Singapore: The rich in Asia should expect smaller annual returns in the next five years as the economic outlook remains challenging and the easy money has been made, Citigroup said on Monday.

The US bank also said that while its private banking clients in Asia are not as risk-averse as they were at the end of last year, they continue to hold large amounts of cash and bonds and shun complex investment products.

“There’s been a massive shift to simplicity," Debashish Dutta Gupta told the Reuters Global Wealth Management Summit in Singapore.

Millionaires could see total annual returns to slow to 5-7% in the next five years from 8-10% in the past five years, he said.

“Over the next five years, returns will be very challenging because broadly speaking growth rates will be much lower across global economies," he said.

Many wealthy investors suffered heavily when financial markets slumped in 2008. According to Capgemini and Merrill Lynch’s annual global wealth management report, the number of high net-worth individuals fell 15% last year, while their total worth declined by a fifth.

Many rich investors also shifted their assets from riskier hedge funds and stocks to bonds and cash as well as moved their money closer to their home markets, the report said.

Dutta Gupta said Citigroup private banking clients in Asia held, on average, about 20% of their assets in cash and another 30% in fixed income.

About 40% of their assets were in equity, down sharply from the middle of 2007 when clients had about 70% exposure to equity through direct investments, funds and derivatives.

“There’s still a large amount of liquidity on the sidelines," he said.

Dutta Gupta said clients have begun investing in hedge funds but were selecting large hedge fund managers with strong track records, and smaller funds were still having trouble raising money.

As for structured products, “there’s been a massive shift to transparency," he said.

Dutta Gupta said the bull run in stock markets since early March appeared to be over and he is advising clients to be selective and buy stocks on dips.

“Our big theme continues to be relatively overweight US and select Asian countries like Taiwan.

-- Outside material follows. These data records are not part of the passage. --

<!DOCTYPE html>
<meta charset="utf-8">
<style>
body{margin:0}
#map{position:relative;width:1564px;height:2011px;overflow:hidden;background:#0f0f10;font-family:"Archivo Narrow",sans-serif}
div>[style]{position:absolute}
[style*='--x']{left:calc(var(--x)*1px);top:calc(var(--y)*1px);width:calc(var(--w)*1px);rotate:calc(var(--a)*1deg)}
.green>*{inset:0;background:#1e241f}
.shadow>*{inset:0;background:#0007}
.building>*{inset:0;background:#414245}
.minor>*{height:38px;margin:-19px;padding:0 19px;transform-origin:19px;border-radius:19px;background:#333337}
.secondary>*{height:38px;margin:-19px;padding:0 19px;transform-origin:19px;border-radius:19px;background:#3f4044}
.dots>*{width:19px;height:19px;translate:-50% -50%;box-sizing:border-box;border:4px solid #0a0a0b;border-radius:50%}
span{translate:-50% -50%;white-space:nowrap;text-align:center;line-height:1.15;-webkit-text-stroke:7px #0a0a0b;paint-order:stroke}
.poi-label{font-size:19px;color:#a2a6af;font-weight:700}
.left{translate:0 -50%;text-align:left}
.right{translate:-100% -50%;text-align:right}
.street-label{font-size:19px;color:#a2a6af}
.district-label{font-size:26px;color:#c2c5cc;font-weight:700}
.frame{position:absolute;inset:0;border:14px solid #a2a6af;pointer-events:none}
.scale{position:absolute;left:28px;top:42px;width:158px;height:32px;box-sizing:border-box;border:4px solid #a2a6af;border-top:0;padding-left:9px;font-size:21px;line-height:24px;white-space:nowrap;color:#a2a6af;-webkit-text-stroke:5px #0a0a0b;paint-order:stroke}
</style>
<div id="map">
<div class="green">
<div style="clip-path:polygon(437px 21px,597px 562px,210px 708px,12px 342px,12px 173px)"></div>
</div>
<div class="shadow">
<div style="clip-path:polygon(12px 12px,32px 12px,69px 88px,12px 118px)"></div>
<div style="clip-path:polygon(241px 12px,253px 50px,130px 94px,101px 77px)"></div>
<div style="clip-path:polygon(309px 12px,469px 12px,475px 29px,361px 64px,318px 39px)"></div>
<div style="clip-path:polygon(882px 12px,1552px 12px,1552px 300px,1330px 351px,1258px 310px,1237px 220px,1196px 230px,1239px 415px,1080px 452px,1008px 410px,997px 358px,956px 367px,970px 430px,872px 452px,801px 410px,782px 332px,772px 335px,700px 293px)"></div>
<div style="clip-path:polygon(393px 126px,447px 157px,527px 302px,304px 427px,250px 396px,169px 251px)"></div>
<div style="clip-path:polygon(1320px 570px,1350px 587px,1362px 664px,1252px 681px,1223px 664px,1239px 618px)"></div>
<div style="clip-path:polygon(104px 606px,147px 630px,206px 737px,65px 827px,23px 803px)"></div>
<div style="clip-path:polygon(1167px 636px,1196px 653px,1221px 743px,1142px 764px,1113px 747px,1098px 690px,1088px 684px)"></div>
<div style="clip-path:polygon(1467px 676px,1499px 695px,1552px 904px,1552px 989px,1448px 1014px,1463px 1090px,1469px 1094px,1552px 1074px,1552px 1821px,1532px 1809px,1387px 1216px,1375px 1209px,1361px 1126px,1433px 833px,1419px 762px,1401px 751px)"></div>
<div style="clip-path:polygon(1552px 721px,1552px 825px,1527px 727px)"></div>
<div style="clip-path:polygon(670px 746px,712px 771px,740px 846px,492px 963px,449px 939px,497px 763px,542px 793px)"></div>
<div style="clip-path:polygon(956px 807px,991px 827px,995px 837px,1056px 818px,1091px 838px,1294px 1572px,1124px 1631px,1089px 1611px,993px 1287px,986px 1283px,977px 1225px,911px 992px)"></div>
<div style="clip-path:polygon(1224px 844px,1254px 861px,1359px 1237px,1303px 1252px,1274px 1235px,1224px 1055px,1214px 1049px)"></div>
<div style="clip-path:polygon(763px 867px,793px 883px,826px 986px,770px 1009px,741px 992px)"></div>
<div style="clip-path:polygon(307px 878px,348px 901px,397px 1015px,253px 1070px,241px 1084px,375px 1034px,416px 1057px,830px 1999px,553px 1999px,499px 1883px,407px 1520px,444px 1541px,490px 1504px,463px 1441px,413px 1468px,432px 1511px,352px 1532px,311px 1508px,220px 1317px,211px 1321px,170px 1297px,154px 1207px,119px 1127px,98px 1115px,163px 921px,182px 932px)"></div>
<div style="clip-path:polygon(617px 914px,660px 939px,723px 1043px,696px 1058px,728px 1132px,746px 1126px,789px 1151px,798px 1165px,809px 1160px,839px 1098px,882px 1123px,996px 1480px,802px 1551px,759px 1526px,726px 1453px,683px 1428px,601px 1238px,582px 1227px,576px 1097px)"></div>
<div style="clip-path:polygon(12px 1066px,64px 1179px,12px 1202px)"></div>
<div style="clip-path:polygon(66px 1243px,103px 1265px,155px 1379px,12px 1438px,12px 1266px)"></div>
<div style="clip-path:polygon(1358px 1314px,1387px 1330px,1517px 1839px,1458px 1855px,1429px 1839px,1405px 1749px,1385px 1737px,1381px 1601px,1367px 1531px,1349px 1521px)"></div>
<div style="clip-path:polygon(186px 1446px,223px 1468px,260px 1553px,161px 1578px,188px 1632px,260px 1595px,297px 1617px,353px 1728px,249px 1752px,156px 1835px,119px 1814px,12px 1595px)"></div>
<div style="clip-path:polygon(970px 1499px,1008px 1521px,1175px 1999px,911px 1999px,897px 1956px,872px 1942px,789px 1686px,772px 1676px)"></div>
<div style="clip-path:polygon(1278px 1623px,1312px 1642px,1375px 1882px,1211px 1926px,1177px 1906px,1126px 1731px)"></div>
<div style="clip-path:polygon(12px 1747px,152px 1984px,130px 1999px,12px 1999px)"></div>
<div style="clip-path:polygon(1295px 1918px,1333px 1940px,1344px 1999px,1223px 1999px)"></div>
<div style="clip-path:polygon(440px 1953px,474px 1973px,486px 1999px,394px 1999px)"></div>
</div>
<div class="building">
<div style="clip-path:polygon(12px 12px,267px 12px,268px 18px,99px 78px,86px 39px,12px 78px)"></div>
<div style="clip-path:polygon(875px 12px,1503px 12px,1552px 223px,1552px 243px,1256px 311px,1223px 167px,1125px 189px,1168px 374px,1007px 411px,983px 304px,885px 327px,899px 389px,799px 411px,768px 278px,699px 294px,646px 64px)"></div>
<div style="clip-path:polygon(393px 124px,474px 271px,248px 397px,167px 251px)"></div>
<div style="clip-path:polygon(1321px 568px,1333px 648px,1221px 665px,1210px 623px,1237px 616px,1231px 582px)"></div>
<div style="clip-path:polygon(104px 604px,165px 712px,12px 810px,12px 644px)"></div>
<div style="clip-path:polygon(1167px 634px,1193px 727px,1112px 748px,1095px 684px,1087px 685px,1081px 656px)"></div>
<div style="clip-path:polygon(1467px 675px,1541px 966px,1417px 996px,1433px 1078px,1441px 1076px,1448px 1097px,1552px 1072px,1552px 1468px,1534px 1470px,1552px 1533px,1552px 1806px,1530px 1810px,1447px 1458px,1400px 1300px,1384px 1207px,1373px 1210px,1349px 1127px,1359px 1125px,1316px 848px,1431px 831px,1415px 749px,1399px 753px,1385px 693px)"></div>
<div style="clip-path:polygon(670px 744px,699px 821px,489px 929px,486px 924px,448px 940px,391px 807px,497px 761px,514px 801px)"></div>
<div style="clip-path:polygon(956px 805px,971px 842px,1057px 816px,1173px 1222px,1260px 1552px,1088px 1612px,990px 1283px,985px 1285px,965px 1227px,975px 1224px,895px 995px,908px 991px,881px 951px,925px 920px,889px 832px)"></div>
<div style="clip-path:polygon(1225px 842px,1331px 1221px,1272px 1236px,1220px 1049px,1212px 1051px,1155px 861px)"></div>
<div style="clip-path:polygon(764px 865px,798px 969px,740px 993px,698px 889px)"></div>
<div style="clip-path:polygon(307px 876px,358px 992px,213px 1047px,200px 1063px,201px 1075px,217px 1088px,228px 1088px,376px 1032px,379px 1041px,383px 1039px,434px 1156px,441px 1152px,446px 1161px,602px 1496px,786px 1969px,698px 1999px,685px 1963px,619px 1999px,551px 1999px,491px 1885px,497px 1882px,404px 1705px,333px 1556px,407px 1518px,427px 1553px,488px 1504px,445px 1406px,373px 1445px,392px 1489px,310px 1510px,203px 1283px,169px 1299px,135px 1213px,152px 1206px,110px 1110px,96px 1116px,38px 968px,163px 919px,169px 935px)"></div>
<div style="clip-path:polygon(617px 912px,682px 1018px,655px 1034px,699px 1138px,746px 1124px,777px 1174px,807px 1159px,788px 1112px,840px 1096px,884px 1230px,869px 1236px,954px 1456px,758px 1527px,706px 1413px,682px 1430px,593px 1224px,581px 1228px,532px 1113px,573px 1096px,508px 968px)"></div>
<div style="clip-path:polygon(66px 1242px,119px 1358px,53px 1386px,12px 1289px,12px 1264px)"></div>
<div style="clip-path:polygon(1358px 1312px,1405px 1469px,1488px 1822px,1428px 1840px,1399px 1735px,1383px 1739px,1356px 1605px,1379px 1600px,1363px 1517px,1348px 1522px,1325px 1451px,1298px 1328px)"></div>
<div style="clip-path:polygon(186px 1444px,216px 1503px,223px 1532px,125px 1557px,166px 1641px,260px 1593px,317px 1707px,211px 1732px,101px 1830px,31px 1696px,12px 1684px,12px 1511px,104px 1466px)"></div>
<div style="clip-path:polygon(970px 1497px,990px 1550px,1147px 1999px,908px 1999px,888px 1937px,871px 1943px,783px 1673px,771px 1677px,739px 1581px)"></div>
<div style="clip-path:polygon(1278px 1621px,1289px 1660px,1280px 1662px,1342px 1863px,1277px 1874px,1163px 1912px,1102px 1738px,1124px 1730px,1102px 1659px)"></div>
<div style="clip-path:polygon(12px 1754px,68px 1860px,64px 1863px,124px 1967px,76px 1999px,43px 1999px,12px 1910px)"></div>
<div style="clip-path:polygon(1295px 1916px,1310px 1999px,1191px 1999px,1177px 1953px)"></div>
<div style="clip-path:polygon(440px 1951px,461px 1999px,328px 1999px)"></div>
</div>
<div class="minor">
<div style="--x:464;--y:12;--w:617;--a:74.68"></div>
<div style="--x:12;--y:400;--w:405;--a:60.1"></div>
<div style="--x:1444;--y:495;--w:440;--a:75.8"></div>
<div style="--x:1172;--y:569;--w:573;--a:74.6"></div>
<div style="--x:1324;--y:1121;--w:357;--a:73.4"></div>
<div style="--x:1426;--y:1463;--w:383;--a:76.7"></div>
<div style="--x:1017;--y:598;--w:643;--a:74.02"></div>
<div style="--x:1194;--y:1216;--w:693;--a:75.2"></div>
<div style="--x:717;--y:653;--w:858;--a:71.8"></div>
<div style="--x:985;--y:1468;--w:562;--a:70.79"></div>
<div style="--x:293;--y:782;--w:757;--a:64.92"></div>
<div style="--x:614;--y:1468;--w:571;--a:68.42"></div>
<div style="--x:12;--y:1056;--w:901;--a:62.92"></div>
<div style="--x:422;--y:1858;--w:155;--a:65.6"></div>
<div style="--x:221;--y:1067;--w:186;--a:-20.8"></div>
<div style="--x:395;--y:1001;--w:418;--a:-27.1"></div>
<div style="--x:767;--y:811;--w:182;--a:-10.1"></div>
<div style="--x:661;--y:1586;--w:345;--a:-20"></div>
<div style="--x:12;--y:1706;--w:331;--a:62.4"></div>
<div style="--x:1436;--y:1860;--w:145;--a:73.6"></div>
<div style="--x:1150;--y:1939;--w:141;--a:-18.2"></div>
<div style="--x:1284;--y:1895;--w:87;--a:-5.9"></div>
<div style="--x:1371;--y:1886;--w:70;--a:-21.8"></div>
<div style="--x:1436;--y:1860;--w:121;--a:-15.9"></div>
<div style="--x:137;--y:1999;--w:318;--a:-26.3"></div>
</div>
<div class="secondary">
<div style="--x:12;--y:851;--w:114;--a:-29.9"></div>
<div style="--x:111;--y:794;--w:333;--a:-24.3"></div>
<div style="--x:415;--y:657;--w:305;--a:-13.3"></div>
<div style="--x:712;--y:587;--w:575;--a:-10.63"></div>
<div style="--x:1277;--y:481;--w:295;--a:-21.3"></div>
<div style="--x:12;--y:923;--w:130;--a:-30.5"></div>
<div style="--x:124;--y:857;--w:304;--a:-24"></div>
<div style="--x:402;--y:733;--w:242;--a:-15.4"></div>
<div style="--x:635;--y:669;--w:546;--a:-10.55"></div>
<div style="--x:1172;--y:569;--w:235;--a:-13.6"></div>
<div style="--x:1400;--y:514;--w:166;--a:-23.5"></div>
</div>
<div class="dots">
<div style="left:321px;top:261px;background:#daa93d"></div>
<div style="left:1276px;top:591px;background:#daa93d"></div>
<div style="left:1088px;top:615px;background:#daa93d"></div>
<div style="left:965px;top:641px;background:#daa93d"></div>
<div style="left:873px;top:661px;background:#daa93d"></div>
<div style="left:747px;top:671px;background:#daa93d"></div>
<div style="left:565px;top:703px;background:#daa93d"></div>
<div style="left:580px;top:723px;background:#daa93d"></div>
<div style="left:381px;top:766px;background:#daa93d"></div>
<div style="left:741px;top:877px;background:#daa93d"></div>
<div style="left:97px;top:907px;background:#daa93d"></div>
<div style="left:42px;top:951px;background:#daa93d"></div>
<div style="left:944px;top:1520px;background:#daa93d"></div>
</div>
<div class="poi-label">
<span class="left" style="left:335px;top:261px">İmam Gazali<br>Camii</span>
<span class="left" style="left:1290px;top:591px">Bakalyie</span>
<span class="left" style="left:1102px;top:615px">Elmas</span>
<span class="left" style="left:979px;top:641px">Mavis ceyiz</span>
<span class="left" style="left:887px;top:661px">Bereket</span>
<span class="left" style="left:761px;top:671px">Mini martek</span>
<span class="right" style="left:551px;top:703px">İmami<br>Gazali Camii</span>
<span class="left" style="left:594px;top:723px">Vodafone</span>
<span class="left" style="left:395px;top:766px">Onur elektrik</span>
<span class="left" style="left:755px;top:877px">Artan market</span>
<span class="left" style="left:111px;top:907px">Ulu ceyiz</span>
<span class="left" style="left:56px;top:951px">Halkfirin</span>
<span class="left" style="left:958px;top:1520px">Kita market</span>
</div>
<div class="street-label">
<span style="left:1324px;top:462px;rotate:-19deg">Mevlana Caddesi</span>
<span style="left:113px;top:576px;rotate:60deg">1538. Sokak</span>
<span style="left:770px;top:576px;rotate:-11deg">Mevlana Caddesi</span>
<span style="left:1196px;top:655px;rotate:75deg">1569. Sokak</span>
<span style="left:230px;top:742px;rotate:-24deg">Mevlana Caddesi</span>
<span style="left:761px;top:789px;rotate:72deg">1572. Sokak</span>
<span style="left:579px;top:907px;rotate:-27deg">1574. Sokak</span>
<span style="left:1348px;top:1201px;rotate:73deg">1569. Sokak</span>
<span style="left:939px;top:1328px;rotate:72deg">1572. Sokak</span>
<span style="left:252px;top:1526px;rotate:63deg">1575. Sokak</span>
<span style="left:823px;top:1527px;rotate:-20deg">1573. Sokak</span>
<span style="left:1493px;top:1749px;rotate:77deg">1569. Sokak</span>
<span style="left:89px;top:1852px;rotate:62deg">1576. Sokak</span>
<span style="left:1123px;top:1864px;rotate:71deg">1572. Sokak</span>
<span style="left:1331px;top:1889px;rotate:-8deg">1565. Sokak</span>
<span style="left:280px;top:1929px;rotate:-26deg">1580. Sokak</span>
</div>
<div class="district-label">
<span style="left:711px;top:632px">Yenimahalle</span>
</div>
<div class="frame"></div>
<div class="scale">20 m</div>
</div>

We are neutral to underweight in other markets like India," he said.

Citigroup is also cautious on Asian residential property, particularly in Singapore following the strong run-up this year.

“Property is another risk asset. It’s also a leveraged asset and less liquid... Given the speed of the recovery in the main markets of Hong Kong and Singapore, it has made us very cautious."

Singapore, he added, was riskier than Hong Kong because of the upcoming supply of new apartments in the next few years.

Citi is the second-largest wealth manager in Asia-Pacific, according to research firm Calamander.

The US bank says it has more than 500,000 priority banking clients and over 6,000 private banking clients, and that its clients include over one-third of the billionaires in Asia excluding Japan.

Citigroup’s private banking clients have investments of $10 million and above, which makes them wealthier than the people surveyed in the Capgemeni-Merrill report which defined high net-worth individuals as people with more than $1 million in investible assets.

Dutta Gupta, who was with Lehman Brothers in London at the time of the collapse of the US bank, said his personal portfolio is up 15% as he bulked up bonds earlier this year and only recently bought US and Chinese stocks.

“The day Lehman happened I sold everything. I didn’t know what the future was holding for me. In hindsight that turned out to be a good decision because markets went much lower and things turned really ugly."